• _Given records_
____

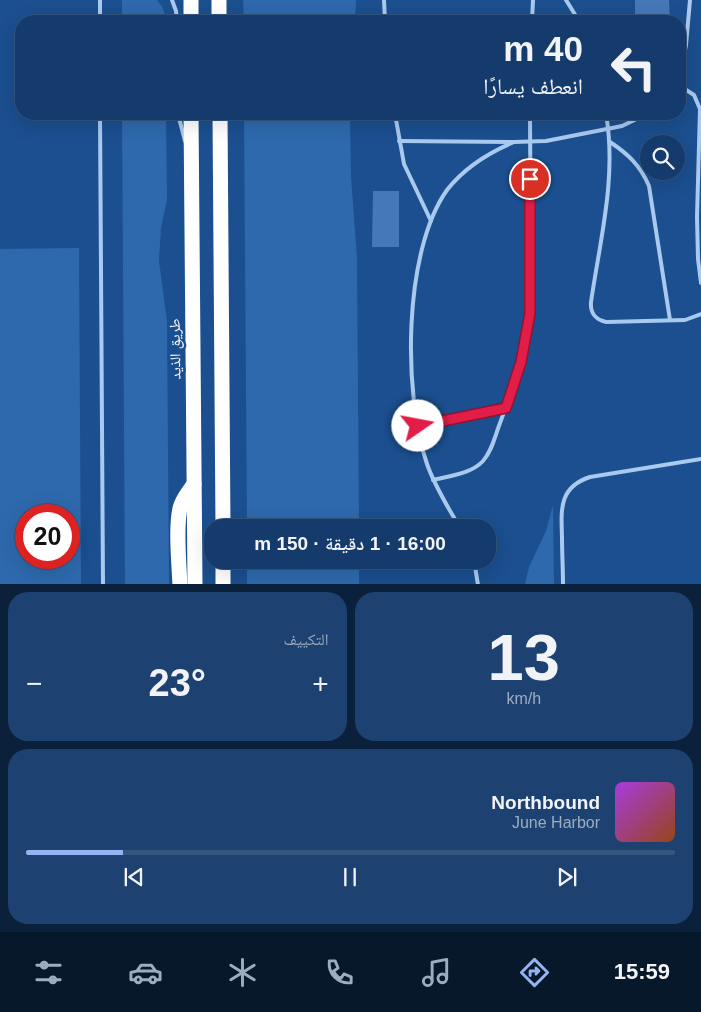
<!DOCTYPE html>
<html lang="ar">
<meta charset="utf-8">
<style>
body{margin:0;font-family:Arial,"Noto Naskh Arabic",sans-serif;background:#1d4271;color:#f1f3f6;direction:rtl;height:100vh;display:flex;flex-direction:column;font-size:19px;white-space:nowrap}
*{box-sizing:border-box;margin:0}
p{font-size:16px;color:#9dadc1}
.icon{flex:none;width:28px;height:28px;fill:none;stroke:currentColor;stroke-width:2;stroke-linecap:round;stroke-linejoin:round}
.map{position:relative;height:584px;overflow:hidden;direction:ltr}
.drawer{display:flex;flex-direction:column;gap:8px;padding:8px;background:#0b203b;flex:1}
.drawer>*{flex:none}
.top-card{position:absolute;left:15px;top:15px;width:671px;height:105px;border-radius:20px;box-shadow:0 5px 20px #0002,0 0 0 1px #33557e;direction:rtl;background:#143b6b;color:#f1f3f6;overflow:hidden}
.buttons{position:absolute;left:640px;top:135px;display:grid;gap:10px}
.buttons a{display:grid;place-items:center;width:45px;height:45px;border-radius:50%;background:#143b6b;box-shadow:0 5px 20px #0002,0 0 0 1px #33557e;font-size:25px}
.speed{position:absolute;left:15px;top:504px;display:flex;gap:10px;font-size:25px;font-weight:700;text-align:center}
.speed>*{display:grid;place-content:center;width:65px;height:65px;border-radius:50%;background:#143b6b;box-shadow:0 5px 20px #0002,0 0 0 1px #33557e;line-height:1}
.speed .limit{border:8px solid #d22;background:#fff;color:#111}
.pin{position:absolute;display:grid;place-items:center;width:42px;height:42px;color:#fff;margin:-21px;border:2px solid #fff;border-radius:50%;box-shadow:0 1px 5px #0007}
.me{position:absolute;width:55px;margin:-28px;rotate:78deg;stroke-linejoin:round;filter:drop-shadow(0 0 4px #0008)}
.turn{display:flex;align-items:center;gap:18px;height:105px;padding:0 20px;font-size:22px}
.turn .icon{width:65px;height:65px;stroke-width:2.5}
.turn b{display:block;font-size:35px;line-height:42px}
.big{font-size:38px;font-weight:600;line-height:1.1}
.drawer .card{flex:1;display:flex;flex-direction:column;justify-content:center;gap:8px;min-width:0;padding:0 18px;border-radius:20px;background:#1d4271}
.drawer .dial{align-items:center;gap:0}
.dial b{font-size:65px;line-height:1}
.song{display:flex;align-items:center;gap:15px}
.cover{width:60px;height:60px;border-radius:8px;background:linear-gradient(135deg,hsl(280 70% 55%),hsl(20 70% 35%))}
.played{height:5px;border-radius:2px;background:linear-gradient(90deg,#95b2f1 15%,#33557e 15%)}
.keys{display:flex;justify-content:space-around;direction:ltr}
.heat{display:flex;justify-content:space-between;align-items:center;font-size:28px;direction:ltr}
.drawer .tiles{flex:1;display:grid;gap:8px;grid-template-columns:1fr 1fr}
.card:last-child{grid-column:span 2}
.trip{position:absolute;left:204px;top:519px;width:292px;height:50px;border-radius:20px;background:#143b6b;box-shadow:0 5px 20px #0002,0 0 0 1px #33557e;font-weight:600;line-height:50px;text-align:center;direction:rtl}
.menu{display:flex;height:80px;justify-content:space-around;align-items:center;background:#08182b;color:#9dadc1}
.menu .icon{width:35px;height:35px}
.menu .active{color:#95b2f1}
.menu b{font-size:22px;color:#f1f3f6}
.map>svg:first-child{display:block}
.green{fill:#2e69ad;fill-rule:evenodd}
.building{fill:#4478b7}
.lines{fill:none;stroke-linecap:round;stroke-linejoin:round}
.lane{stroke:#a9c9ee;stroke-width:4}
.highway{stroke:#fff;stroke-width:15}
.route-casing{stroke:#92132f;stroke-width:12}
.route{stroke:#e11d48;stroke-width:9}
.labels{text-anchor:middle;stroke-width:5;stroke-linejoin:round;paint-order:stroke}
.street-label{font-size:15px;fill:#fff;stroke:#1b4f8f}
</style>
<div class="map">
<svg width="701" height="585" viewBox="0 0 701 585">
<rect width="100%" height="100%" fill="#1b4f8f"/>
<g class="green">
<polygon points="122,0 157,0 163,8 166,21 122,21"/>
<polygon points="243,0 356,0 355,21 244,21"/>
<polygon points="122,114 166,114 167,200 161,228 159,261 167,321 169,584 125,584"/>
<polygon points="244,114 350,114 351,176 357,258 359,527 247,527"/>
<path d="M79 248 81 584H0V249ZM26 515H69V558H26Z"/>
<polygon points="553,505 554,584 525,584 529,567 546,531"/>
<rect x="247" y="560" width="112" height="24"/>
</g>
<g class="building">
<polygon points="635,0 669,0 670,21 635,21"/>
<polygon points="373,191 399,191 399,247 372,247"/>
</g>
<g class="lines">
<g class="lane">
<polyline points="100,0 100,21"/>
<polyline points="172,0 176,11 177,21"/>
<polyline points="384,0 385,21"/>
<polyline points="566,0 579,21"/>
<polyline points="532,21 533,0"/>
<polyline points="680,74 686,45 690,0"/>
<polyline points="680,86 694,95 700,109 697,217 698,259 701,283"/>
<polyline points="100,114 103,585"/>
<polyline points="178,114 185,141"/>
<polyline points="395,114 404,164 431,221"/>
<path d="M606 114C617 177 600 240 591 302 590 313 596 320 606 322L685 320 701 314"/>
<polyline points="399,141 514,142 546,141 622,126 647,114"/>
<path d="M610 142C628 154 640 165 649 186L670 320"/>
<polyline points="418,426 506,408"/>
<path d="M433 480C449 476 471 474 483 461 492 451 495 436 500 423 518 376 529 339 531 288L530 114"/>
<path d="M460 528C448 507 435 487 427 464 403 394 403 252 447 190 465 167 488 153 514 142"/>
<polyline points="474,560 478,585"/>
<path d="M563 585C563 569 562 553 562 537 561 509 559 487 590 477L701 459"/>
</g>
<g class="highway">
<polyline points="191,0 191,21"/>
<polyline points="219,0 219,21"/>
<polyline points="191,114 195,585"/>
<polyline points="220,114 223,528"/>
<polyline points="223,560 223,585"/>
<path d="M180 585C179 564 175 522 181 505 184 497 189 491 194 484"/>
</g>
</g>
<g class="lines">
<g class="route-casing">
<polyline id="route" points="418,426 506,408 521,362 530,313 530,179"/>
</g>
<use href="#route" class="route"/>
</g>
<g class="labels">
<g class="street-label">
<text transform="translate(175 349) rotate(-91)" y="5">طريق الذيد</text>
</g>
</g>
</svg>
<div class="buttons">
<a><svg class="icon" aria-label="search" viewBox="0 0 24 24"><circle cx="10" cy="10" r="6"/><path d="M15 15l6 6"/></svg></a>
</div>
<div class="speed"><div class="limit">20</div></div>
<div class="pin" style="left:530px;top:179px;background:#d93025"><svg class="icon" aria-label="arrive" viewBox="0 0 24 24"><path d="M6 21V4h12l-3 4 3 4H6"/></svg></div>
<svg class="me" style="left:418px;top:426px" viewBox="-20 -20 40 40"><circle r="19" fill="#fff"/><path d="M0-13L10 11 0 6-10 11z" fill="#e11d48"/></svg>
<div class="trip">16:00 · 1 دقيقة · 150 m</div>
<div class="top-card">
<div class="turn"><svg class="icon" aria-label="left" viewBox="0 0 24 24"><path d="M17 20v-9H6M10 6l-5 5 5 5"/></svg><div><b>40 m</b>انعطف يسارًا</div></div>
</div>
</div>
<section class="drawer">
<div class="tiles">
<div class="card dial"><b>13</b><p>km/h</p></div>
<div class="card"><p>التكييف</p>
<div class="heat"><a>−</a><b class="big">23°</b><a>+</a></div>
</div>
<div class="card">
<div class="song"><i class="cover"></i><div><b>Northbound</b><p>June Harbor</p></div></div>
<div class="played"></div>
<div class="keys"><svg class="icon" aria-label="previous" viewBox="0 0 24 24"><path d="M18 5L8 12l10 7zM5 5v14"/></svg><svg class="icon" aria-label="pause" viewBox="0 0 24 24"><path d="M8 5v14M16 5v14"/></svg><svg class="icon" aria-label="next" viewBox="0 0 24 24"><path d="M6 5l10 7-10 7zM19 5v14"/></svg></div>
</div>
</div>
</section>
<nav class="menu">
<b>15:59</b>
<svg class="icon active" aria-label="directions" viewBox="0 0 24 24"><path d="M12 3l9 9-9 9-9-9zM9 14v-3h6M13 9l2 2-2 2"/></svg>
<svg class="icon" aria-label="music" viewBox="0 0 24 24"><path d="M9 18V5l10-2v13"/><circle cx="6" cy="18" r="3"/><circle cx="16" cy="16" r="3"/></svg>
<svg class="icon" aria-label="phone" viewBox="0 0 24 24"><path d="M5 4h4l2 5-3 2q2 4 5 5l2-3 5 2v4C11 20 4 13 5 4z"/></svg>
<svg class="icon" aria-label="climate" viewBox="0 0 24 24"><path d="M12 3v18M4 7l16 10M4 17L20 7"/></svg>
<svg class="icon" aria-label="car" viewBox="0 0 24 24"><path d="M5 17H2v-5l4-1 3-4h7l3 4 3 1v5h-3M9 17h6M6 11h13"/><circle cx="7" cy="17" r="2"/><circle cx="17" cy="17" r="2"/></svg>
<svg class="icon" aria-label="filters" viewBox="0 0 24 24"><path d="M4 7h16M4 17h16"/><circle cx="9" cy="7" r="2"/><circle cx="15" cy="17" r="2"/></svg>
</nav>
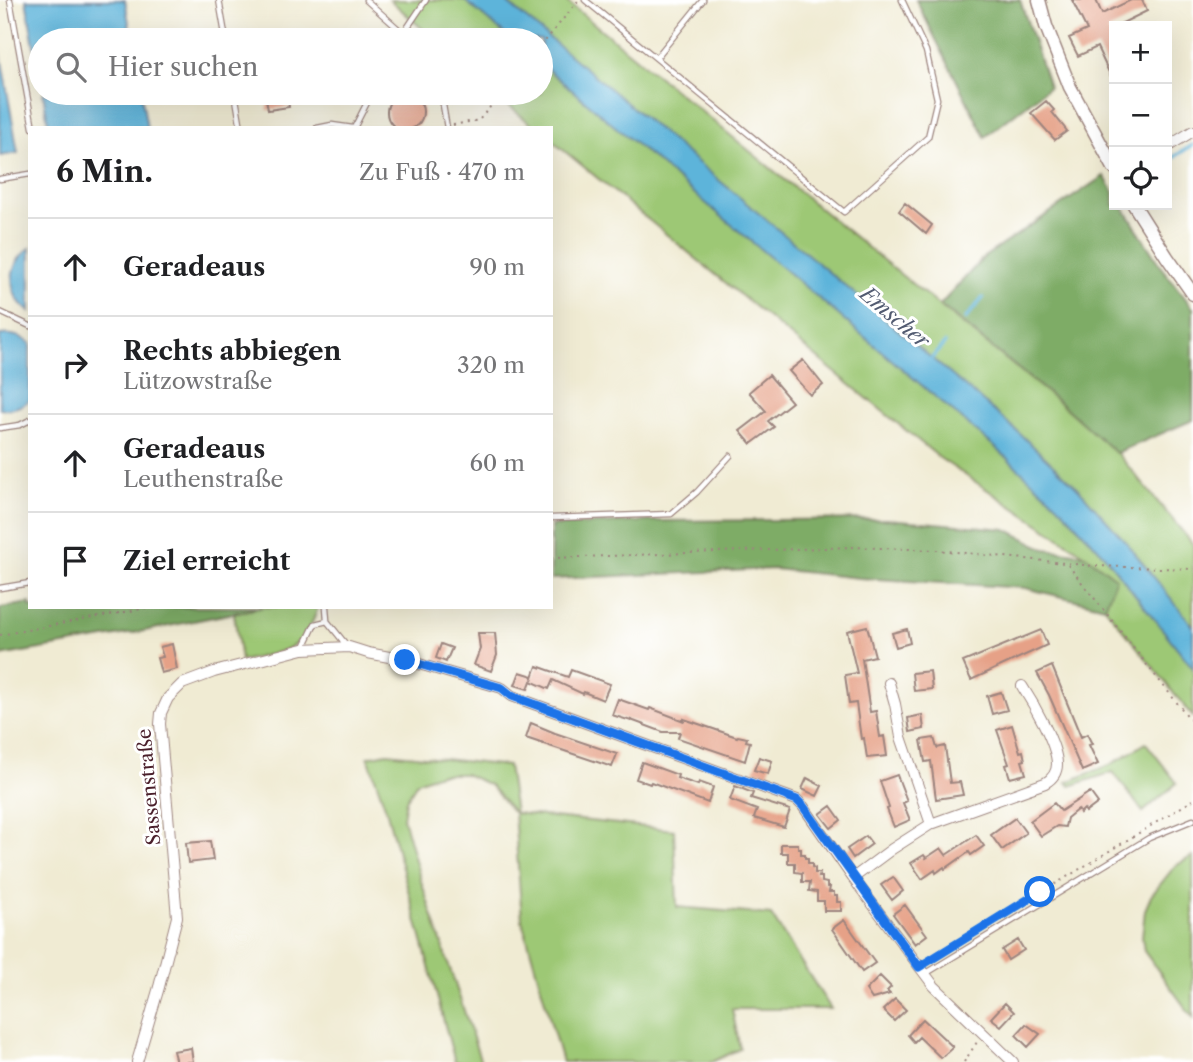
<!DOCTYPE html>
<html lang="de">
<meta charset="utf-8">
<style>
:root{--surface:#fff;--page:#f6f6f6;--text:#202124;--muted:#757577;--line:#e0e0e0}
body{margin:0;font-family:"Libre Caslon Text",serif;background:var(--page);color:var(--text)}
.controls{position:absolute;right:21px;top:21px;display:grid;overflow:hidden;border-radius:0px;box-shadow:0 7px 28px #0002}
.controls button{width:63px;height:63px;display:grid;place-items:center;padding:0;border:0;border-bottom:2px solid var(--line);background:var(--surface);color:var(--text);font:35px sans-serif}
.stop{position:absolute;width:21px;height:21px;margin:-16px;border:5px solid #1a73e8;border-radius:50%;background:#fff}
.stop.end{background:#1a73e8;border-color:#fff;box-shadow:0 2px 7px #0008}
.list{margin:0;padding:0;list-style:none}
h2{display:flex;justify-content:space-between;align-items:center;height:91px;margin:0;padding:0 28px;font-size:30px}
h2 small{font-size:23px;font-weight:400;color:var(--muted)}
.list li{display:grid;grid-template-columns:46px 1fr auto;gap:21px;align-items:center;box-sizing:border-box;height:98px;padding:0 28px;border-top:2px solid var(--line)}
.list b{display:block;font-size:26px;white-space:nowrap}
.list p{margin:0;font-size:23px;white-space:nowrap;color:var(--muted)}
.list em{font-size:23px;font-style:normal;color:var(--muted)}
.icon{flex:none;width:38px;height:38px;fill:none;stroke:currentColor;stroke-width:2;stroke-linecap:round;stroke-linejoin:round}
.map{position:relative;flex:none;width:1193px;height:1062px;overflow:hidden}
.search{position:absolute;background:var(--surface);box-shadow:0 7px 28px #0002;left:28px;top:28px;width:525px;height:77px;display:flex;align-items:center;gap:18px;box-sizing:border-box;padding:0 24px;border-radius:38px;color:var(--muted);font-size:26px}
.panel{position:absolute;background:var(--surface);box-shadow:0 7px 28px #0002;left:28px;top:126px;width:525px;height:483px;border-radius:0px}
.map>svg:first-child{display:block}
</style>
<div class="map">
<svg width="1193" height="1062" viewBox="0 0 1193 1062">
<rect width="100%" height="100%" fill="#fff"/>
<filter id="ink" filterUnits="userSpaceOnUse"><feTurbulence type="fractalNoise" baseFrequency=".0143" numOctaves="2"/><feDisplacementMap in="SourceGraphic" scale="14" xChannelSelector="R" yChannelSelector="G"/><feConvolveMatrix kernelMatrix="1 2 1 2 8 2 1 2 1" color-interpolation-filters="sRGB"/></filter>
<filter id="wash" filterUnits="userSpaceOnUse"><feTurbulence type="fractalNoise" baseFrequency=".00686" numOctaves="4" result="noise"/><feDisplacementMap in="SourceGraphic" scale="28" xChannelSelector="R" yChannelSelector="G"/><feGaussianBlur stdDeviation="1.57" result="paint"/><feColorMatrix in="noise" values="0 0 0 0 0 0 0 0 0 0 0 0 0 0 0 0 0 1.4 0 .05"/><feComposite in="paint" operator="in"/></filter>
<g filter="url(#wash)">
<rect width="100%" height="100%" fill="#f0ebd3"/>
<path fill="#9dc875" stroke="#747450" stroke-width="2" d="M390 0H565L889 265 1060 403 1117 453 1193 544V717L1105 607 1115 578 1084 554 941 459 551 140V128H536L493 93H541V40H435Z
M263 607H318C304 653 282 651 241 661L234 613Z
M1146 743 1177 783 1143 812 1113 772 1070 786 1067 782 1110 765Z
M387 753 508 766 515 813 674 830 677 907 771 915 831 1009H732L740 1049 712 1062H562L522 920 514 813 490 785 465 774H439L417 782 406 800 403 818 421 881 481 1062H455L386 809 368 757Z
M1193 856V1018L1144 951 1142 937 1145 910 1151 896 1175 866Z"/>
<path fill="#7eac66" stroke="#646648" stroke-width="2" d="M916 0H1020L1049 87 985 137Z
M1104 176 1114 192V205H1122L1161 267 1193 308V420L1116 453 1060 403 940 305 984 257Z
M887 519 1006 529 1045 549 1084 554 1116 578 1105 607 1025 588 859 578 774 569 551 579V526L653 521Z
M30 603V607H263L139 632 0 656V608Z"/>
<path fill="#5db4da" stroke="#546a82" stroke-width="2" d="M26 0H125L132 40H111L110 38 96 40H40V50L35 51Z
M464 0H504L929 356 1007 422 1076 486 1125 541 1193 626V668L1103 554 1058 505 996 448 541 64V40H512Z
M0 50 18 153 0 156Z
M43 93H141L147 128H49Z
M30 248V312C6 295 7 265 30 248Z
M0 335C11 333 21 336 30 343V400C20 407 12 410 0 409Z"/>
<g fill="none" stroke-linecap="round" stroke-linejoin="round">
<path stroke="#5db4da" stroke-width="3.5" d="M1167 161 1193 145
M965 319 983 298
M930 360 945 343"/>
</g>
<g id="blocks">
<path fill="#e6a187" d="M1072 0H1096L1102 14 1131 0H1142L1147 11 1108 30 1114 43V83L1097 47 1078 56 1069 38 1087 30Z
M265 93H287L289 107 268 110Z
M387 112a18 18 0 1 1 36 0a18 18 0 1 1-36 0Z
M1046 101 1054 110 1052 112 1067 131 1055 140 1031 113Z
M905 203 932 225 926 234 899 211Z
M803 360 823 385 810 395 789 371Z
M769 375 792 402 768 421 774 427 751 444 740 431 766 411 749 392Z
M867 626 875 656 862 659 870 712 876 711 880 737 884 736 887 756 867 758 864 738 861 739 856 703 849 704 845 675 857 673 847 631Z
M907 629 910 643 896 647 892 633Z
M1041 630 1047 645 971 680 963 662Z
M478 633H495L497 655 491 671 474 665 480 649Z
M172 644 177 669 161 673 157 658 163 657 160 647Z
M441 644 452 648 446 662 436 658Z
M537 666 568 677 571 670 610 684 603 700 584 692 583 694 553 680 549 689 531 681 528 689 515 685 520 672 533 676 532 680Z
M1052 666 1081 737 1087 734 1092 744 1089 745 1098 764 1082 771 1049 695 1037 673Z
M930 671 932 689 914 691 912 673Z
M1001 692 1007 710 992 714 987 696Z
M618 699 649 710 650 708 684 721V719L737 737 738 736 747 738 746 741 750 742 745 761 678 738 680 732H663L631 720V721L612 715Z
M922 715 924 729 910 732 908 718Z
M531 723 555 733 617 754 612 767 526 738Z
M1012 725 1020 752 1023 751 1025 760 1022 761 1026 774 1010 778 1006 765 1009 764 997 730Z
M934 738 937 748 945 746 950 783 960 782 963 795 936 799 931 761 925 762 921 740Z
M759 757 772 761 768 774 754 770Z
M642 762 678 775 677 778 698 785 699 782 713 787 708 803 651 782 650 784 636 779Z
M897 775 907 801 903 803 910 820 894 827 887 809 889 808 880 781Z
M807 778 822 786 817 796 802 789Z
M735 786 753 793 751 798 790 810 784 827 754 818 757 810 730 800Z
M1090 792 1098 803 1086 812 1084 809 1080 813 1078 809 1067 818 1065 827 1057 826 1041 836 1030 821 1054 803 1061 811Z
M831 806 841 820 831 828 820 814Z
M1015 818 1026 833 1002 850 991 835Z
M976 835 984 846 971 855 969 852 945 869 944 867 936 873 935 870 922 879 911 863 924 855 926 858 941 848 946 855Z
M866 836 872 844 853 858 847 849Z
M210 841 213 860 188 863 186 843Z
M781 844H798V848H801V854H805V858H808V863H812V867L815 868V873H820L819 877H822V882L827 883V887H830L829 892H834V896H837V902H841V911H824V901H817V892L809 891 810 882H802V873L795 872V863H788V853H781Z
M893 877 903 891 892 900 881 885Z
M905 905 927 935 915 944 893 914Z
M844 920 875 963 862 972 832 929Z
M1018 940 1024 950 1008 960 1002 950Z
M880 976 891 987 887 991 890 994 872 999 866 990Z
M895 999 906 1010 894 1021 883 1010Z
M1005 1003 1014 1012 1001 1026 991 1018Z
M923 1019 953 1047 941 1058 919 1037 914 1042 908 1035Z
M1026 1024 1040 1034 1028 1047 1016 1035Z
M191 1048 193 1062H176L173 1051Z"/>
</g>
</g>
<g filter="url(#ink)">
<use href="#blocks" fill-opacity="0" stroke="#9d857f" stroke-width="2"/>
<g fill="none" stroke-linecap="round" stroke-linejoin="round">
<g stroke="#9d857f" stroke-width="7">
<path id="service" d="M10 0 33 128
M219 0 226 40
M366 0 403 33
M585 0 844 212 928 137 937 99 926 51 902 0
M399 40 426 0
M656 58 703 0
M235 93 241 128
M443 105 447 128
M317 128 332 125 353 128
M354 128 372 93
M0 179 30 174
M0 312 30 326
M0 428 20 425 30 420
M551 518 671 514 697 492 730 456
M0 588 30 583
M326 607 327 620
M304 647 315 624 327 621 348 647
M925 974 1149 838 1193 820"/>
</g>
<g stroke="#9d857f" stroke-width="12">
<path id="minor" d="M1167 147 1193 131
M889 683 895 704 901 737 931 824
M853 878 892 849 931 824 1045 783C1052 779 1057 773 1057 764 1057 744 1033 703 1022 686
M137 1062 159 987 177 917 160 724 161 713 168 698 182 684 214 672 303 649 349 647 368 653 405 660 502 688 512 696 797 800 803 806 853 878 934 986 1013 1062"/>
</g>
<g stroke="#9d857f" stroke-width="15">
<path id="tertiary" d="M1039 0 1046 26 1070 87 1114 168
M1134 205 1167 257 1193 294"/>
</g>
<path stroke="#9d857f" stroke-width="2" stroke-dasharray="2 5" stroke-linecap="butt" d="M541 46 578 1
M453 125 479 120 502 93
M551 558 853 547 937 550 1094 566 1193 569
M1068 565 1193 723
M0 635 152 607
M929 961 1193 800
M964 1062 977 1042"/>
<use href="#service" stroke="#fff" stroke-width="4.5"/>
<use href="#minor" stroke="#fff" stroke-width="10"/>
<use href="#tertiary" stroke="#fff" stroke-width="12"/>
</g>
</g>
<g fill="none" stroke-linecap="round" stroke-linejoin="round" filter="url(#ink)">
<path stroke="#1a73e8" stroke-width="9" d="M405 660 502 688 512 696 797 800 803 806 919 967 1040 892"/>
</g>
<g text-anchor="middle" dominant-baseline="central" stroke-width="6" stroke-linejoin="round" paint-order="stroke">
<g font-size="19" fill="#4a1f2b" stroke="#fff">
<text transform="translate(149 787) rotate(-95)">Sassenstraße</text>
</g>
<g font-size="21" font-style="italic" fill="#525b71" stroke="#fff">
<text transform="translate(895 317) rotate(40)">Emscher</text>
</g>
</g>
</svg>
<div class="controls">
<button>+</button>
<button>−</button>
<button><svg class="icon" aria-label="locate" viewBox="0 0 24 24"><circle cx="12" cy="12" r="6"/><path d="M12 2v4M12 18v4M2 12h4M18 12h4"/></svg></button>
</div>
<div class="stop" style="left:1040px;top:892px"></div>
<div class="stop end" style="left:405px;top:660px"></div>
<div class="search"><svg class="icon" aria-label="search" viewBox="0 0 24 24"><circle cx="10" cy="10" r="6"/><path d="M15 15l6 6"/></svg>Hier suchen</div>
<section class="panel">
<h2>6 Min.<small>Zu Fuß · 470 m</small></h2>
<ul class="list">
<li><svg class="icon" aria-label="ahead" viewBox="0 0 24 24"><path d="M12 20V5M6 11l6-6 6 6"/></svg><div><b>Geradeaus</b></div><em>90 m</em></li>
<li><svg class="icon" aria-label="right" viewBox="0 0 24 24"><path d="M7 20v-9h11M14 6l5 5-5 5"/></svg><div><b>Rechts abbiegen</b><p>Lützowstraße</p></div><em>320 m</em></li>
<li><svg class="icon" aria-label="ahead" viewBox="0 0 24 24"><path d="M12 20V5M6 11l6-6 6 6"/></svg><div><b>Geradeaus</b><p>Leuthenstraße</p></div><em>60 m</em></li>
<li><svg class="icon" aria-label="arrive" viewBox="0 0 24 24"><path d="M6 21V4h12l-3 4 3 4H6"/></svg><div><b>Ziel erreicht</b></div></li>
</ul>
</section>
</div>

____

• _What is needed_
Could you work out how many lines in the records include "played"? Answer with the number only.

• _Solution to the problem_
2